Update tfprocess.py for TensorFlow 2.4+ #57

CallOn84 · 2023-07-17T22:51:08Z

While trying to train my own model, I happen to found an error within tfprocess.py that made train_maia.py not work if you're using a TensorFlow version that is greater than 2.4.

The reason is that tf.keras.mixed_precision.experimental API had been removed with the introduction of tf.keras.mixed_precision in TensorFlow 2.4+.

To fix this, I changed two lines of code.

tf.keras.mixed_precision.experimental.set_policy('mixed_float16'), which can be found in Line 123, was changed to tf.keras.mixed_precision.set_global_policy('mixed_float16').

self.optimizer = tf.keras.mixed_precision.experimental.LossScaleOptimizer(self.optimizer, self.loss_scale), which can be found in Line 150, was changed to self.optimizer = tf.keras.mixed_precision.LossScaleOptimizer(self.optimizer).

While trying to train my own model, I happen to found an error within tfprocess.py that made train_maia.py not work if you're using a TensorFlow version that is greater than 2.4.0. The reason is that tf.keras.mixed_precision.experimental API had been removed with the introduction of tf.keras.mixed_precision in TensorFlow 2.4+. To fix this, I changed two lines of code. tf.keras.mixed_precision.experimental.set_policy('mixed_float16'), which can be found in Line 123, was changed to tf.keras.mixed_precision.set_global_policy('mixed_float16'). self.optimizer = tf.keras.mixed_precision.experimental.LossScaleOptimizer(self.optimizer, self.loss_scale), which can be found in Line 150, was changed to self.optimizer = tf.keras.mixed_precision.LossScaleOptimizer(self.optimizer).

reidmcy · 2023-07-18T01:22:45Z

Does this change maintain compatibility with Tensorflow 2.1.0? This codebase is meant for replicating our work which was done with the environment given in maia_env.yml

CallOn84 · 2023-07-18T10:59:22Z

Does this change maintain compatibility with Tensorflow 2.1.0? This codebase is meant for replicating our work which was done with the environment given in maia_env.yml

The tf.keras.mixed_precision code in this version of tfprocess.py wouldn't work with TensorFlow>2.4 because, as I understand it, keras.mixed_precision became more stable and improved from the original tf.keras.mixed_precision.experimental that Google decided to remove tf.keras.mixed_precision.experimental.

I would suggest creating some conditional statement that would allow tfprocess.py to identify what version of TensorFlow the user is using and run accordingly.

Something like this:

gpus = tf.config.experimental.list_physical_devices('GPU')
tf.config.experimental.set_visible_devices(gpus[self.cfg['gpu']], 'GPU')
tf.config.experimental.set_memory_growth(gpus[self.cfg['gpu']], True)
if self.model_dtype == tf.float16:
	if tf.__version__ >= '2.4':
		tf.keras.mixed_precision.set_global_policy('mixed_float16')
	else:
		tf.keras.mixed_precision.experimental.set_policy('mixed_float16')

self.active_lr = 0.01
self.optimizer = tf.keras.optimizers.SGD(learning_rate=lambda: self.active_lr, momentum=0.9, nesterov=True)
self.orig_optimizer = self.optimizer
if self.loss_scale != 1:
	if tf.__version__ >= '2.4':
		self.optimizer = tf.keras.mixed_precision.LossScaleOptimizer(self.optimizer)
	else:
		self.optimizer = tf.keras.mixed_precision.experimental.LossScaleOptimizer(self.optimizer, self.loss_scale)

There's probably a better way of coding this, but this is the only thing my small brain can come up with.

reidmcy · 2023-07-18T19:13:51Z

Adding that code is saying the 2.4 code is equivalent to 2.1. But, as you said keras.mixed_precision changed after 2.4. We would need to test the new implementation by rerunning the full training and testing.

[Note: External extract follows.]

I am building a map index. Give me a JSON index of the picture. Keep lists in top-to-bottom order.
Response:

This is a research project, we need evidence for changes.

CallOn84 · 2023-07-18T19:25:37Z

Adding that code is saying the 2.4 code is equivalent to 2.1. But, as you said keras.mixed_precision changed after 2.4. We would need to test the new implementation by rerunning the full training and testing. This is a research project, we need evidence for changes.

I'm in the middle of training a Maia model that's targeting a rating of around 2500. Once I finish, I can send you the model for testing.

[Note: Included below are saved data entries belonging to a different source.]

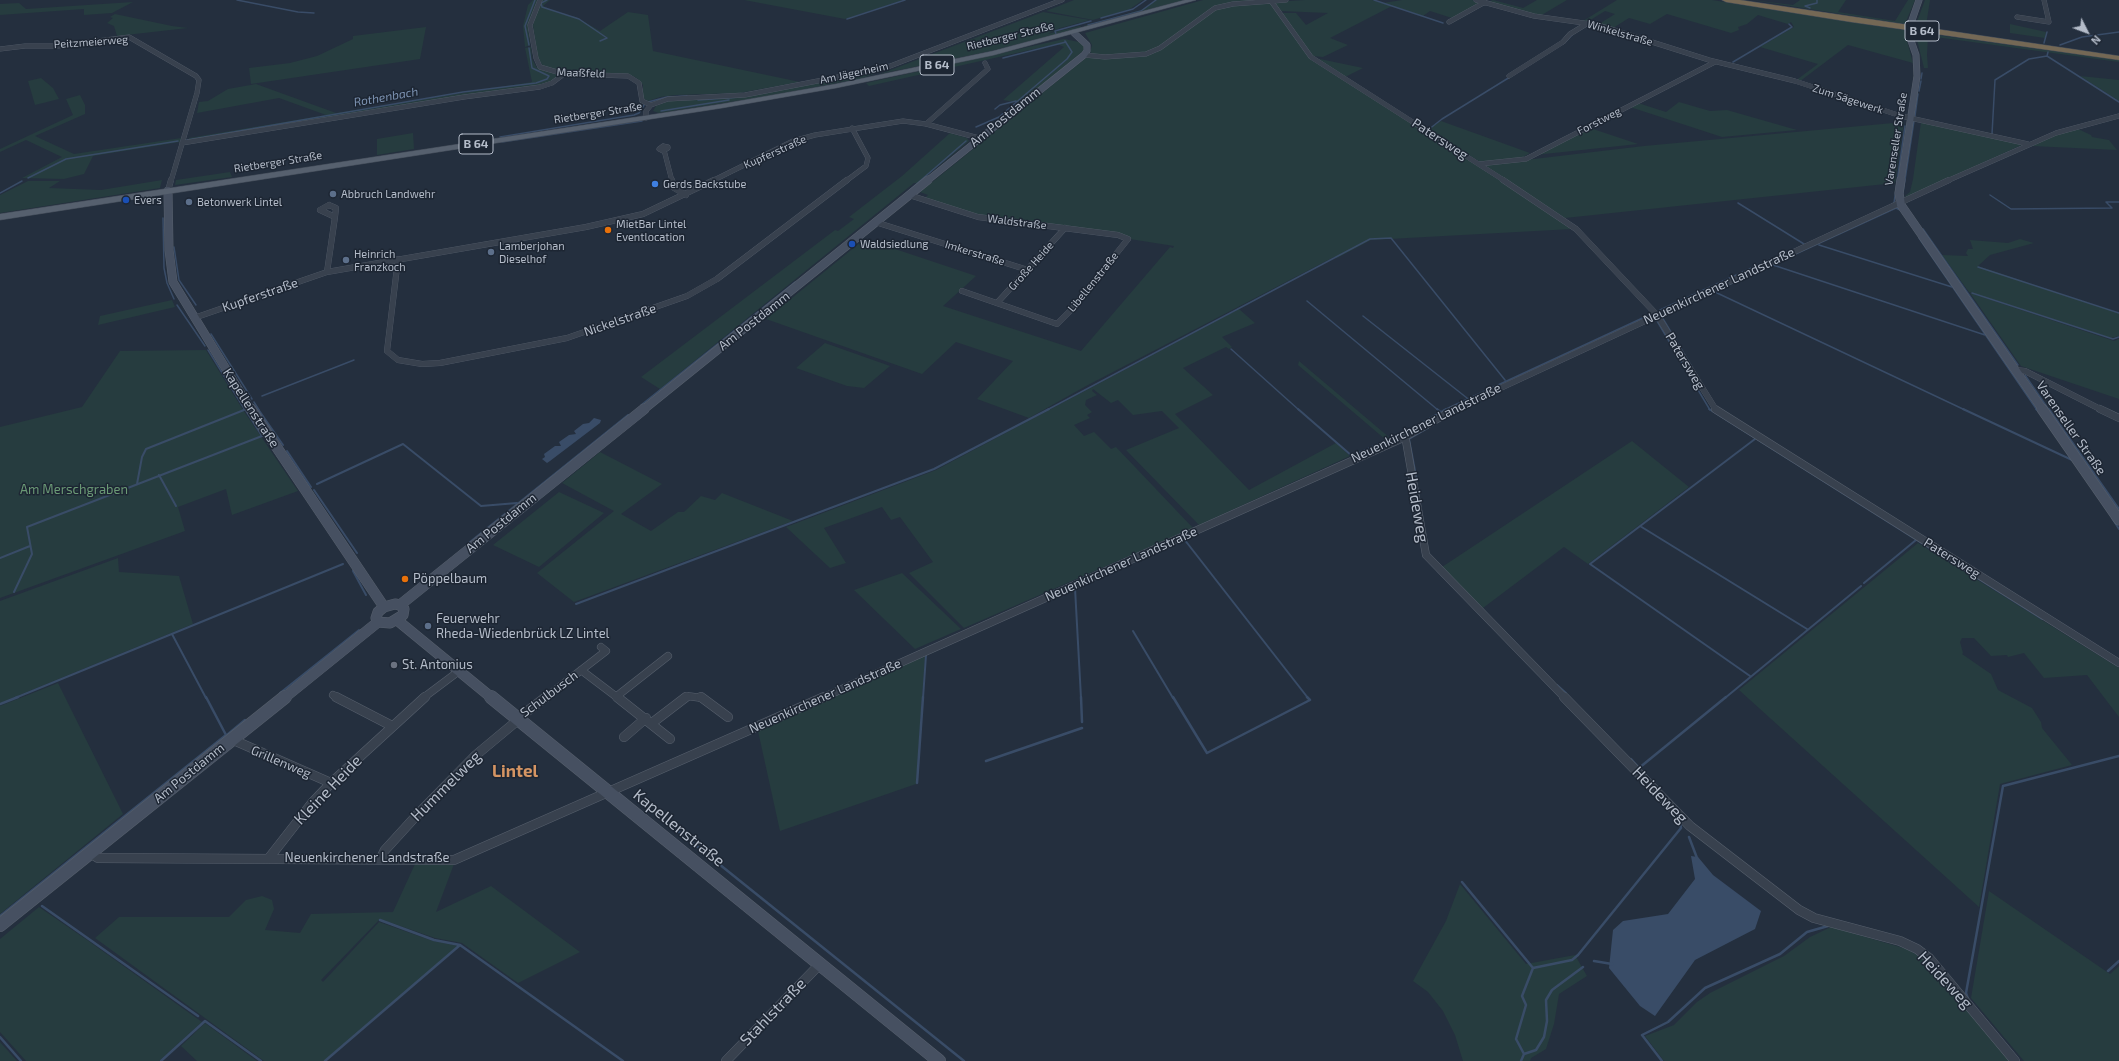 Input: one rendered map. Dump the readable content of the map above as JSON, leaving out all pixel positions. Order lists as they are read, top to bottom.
{
  "streets": {
    "highway": ["B 64"],
    "main road": ["Rietberger Straße"],
    "street": [
      "Winkelstraße",
      "Peitzmeierweg",
      "Maaßfeld",
      "Am Jägerheim",
      "Zum Sägewerk",
      "Am Postdamm",
      "Forstweg",
      "Patersweg",
      "Varenseller Straße",
      "Kupferstraße",
      "Waldstraße",
      "Imkerstraße",
      "Große Heide",
      "Libellenstraße",
      "Neuenkirchener Landstraße",
      "Nickelstraße",
      "Kapellenstraße",
      "Heideweg",
      "Schulbusch",
      "Grillenweg",
      "Hummelweg",
      "Kleine Heide",
      "Stahlstraße"
    ]
  },
  "crossings": [
    ["Winkelstraße", "Zum Sägewerk"],
    ["Winkelstraße", "Forstweg"],
    ["Rietberger Straße", "Peitzmeierweg"],
    ["Rietberger Straße", "Kapellenstraße"],
    ["Peitzmeierweg", "Kapellenstraße"],
    ["Maaßfeld", "Am Jägerheim"],
    ["Zum Sägewerk", "Forstweg"],
    ["Zum Sägewerk", "Varenseller Straße"],
    ["Zum Sägewerk", "Neuenkirchener Landstraße"],
    ["Am Postdamm", "Kupferstraße"],
    ["Am Postdamm", "Waldstraße"],
    ["Am Postdamm", "Imkerstraße"],
    ["Am Postdamm", "Neuenkirchener Landstraße"],
    ["Am Postdamm", "Kapellenstraße"],
    ["Am Postdamm", "Grillenweg"],
    ["Forstweg", "Patersweg"],
    ["Patersweg", "Neuenkirchener Landstraße"],
    ["Varenseller Straße", "Neuenkirchener Landstraße"],
    ["Kupferstraße", "Nickelstraße"],
    ["Kupferstraße", "Kapellenstraße"],
    ["Waldstraße", "Große Heide"],
    ["Waldstraße", "Libellenstraße"],
    ["Imkerstraße", "Große Heide"],
    ["Große Heide", "Libellenstraße"],
    ["Neuenkirchener Landstraße", "Kapellenstraße"],
    ["Neuenkirchener Landstraße", "Heideweg"],
    ["Neuenkirchener Landstraße", "Hummelweg"],
    ["Neuenkirchener Landstraße", "Kleine Heide"],
    ["Kapellenstraße", "Schulbusch"],
    ["Kapellenstraße", "Hummelweg"],
    ["Kapellenstraße", "Kleine Heide"],
    ["Kapellenstraße", "Stahlstraße"],
    ["Schulbusch", "Hummelweg"],
    ["Grillenweg", "Kleine Heide"]
  ],
  "districts": ["Lintel"],
  "water": ["Rothenbach"],
  "parks": ["Am Merschgraben"],
  "places": [
    "Gerds Backstube",
    "Abbruch Landwehr",
    "Evers",
    "Betonwerk Lintel",
    "MietBar Lintel Eventlocation",
    "Waldsiedlung",
    "Lamberjohan Dieselhof",
    "Heinrich Franzkoch",
    "Pöppelbaum",
    "Feuerwehr Rheda-Wiedenbrück LZ Lintel",
    "St. Antonius"
  ],
  "north": "bottom right"
}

reidmcy · 2023-07-18T19:37:11Z

That's not a replication of our paper, this code is for the the KDD 2020 paper.

CallOn84 · 2023-07-18T19:45:15Z

That's not a replication of our paper, this code is for the the KDD 2020 paper.

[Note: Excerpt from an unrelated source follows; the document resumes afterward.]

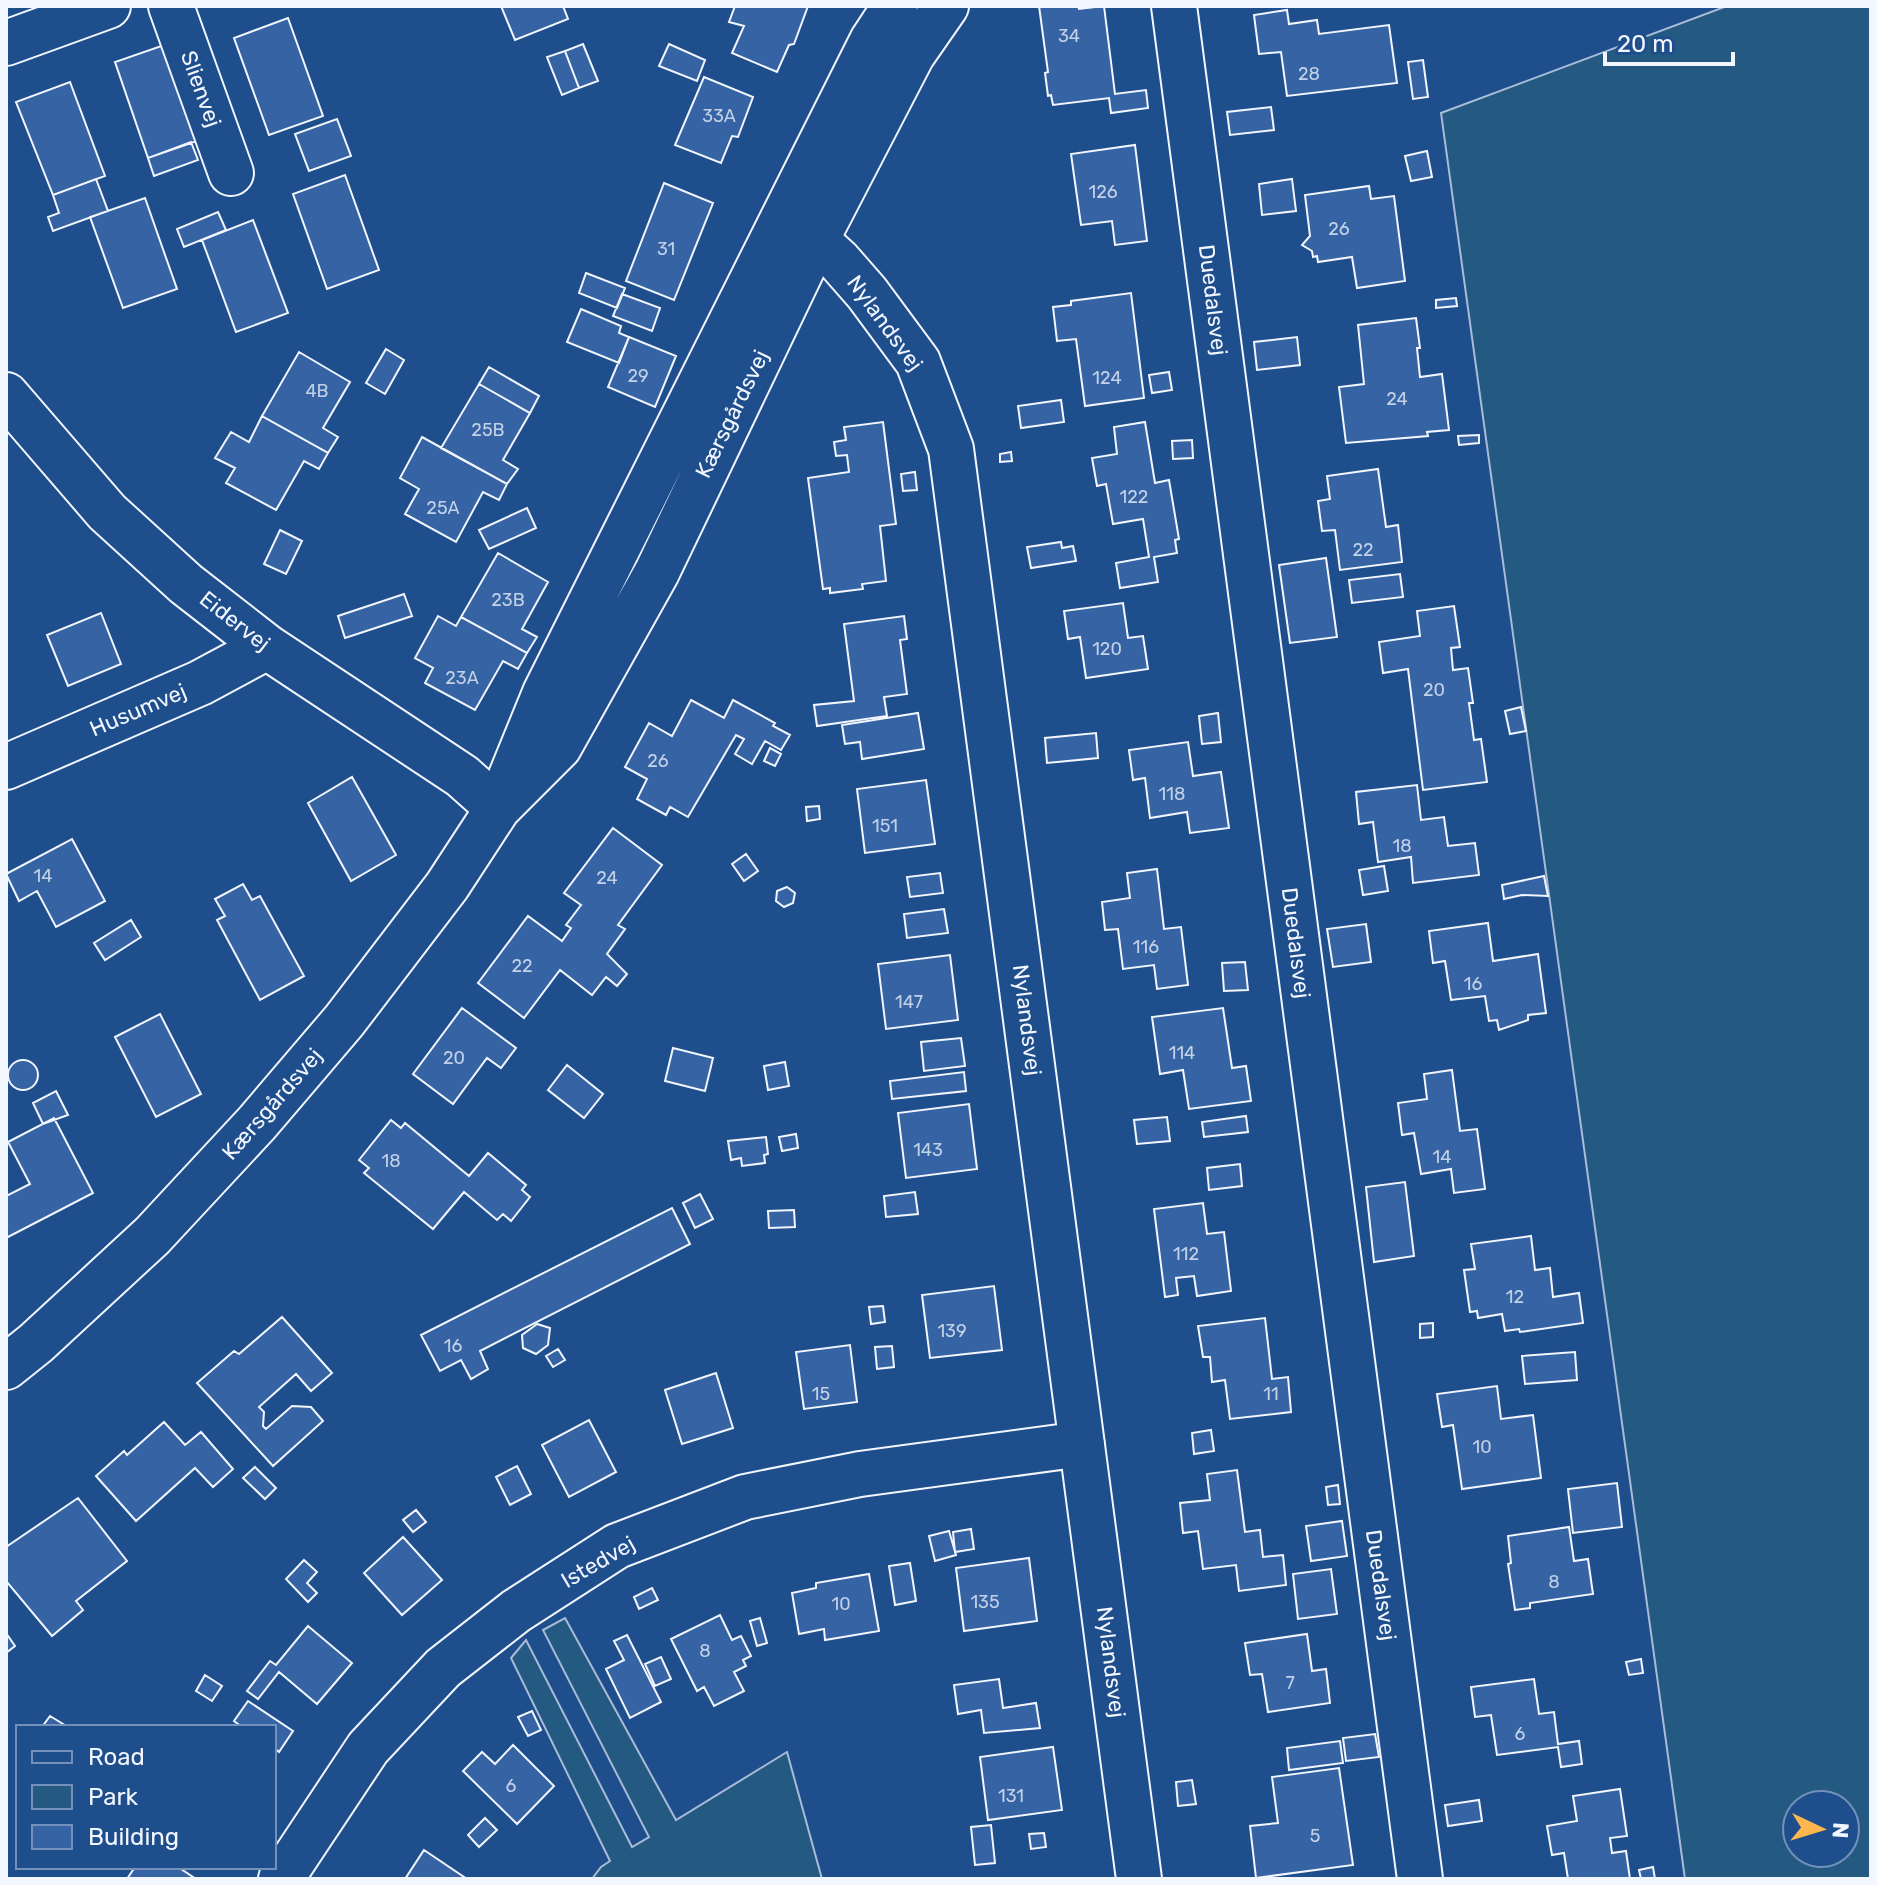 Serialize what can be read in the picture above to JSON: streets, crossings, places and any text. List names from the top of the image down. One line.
{"streets":{"street":["Slienvej","Duedalsvej","Nylandsvej","Kærsgårdsvej","Eidervej","Husumvej","Istedvej"]},"crossings":[["Nylandsvej","Kærsgårdsvej"],["Nylandsvej","Istedvej"],["Kærsgårdsvej","Eidervej"],["Eidervej","Husumvej"]],"house_numbers":["34","28","33A","126","26","31","29","124","4B","24","25B","122","25A","22","23B","120","23A","20","26","118","151","18","14","24","116","22","16","147","114","20","143","14","18","112","12","139","16","15","11","10","8","135","10","8","7","6","6","131","5"],"legend":["Road","Park","Building"],"scale_bar":"20 m","north":"right"}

Can you clarify what you mean by the code being for the KDD 2020 paper? What would paper are you referring to?

reidmcy · 2023-07-18T19:49:24Z

Aligning Superhuman AI with Human Behavior: Chess as a Model System is the name of the paper

CallOn84 · 2023-07-18T19:50:36Z

Aligning Superhuman AI with Human Behavior: Chess as a Model System is the name of the paper

Ah, right. I got confused when you said it's not a replication of your paper and referred to something else.

Currently, the switch to tf.keras.mixed_precision.set_global_policy('mixed_float16') and self.optimizer = tf.keras.mixed_precision.LossScaleOptimizer(self.optimizer) allows me to run train_maia.py using TensorFlow 2.10. I can provide you the TensorBoard logs alongside the Maia net when the training is fully complete.

ezhang7423 · 2023-12-11T20:45:39Z

Are there any updates on this?

CallOn84 · 2024-02-05T21:38:31Z

Are there any updates on this?

In order for me to see if this works, in terms of the end product, I'm currently training a Maia 2200 net. From there, testing it against Maia 1900 would allow me to see whether or not the changes to Keras have any positive or negative effects towards Maia 2200.

reidmcy · 2024-02-06T22:15:01Z

@CallOn84 We have a new model that solves some of the training problems (and the old libraries), but not the data efficiency or expanding the Elo range much. So if you can wait a bit we should have more usable code to release.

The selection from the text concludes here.